Une "France du maïs en plus" d'ici 2030 ?

L'AGPM a étudié plusieurs scénarios à horizon 2030, dont celui d'un rapprochement entre l'Ukraine et l'Union européenne. Dans cette hypothèse, elle estime que l'Ukraine pourrait gagner un million d'hectares de maïs grain supplémentaires en cinq ans et produire dix millions de tonnes de plus, soit « l'équivalent de la collecte française en plus (...) Concrètement, vous avez une chose à retenir : c'est une France du maïs en plus rentrant sur le marché ». La production ukrainienne pourrait alors atteindre près de 39 millions de tonnes de maïs en 2030. Mais l'inquiétude porte aussi sur la montée en puissance des débouchés à plus forte valeur ajoutée.

Le poulet, symbole de l'effet domino redouté

Toujours selon l'AGPM, l'Ukraine ne cherche plus seulement à exporter du grain brut. Le pays développe également ses capacités de transformation, notamment dans la volaille. Dans son scénario 2030, l'association anticipe un potentiel de production de poulet multiplié par 2,5 et des exportations multipliées par cinq. L'impact pourrait se répercuter sur les filières françaises. D'après les calculs de l'AGPM, 68 % de la production française de poulet standard pourrait être menacée, ce qui représenterait par ricochet 1,3 million de tonnes de maïs grain, soit environ 10 % de la production française. « On veut vous faire prendre conscience des interactions qu'il y a entre les producteurs de grains et l'ensemble du tissu agroalimentaire en France ». Au total, l'AGPM estime qu'au moins 2,9 millions de tonnes de débouchés de maïs seraient potentiellement concernés, pour une perte de chiffre d'affaires à la production évaluée à 663 millions d'euros.

"Les producteurs de maïs français ne s'en remettraient pas"

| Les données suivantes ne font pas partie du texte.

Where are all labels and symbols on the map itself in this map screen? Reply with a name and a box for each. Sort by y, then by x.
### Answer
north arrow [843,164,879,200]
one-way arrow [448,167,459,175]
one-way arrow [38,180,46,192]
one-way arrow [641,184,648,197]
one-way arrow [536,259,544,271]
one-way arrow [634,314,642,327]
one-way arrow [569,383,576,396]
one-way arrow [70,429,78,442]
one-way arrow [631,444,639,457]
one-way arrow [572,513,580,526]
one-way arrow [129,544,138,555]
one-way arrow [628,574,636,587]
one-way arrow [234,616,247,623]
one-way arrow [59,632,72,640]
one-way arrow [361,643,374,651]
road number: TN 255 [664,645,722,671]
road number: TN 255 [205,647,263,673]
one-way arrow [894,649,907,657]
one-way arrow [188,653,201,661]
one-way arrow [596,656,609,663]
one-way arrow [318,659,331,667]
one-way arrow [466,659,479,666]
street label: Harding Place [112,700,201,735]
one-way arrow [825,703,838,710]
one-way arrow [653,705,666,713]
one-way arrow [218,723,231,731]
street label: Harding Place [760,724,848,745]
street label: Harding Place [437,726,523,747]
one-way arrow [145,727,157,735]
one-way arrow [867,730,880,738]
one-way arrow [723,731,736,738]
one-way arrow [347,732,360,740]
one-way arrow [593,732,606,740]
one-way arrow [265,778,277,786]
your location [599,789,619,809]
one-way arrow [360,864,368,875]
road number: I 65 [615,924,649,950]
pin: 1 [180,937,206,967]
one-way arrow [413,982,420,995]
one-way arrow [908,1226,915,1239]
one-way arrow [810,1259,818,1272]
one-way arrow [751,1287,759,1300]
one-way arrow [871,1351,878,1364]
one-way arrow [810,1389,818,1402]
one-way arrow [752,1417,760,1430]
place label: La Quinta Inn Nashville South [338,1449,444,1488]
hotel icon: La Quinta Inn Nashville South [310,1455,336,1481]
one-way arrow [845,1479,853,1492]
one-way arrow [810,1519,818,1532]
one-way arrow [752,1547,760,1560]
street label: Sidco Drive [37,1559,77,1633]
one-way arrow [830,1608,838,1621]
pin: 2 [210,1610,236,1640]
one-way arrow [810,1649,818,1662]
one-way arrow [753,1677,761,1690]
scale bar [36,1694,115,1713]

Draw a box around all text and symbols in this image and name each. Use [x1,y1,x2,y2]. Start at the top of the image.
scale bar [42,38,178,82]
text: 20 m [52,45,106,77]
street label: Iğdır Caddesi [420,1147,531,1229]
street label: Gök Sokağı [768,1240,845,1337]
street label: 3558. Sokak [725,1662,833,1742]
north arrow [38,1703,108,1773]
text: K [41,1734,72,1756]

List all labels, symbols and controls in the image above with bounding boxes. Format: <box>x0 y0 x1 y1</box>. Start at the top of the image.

"Rien n'est perdu" mais des conditions demandées

L'organisation affirme ne pas remettre en cause le rapprochement politique entre l'Ukraine et l'Union européenne, mais réclame un encadrement du volet agricole. « Nous comprenons bien les considérations politiques en faveur d'un rapprochement de l'Union européenne avec l'Ukraine. Mais nous ne pouvons pas accepter que le secteur agricole pâtisse de ce rapprochement », souligne-t-elle. L'AGPM demande trois garanties : une véritable stratégie agricole européenne pour reconquérir la souveraineté alimentaire, une réciprocité stricte des normes accompagnée de contrôles, ainsi que des mécanismes de protection réellement applicables. Elle réclame des droits de douane déclenchables en cas de déséquilibre du marché et des clauses de sauvegarde opérationnelles pour les filières sensibles, comme le maïs semence. « Les producteurs de maïs français ne s'en remettraient pas. Notre souveraineté pourrait être attaquée et une fois qu'une filière est détricotée, elle ne revient pas sur nos exploitations ». Toutefois, ce scénario n'est toutefois pas une fatalité, estime l'AGPM, à conditions que ces garanties soient intégrées avant toute ouverture complète du marché agricole européen.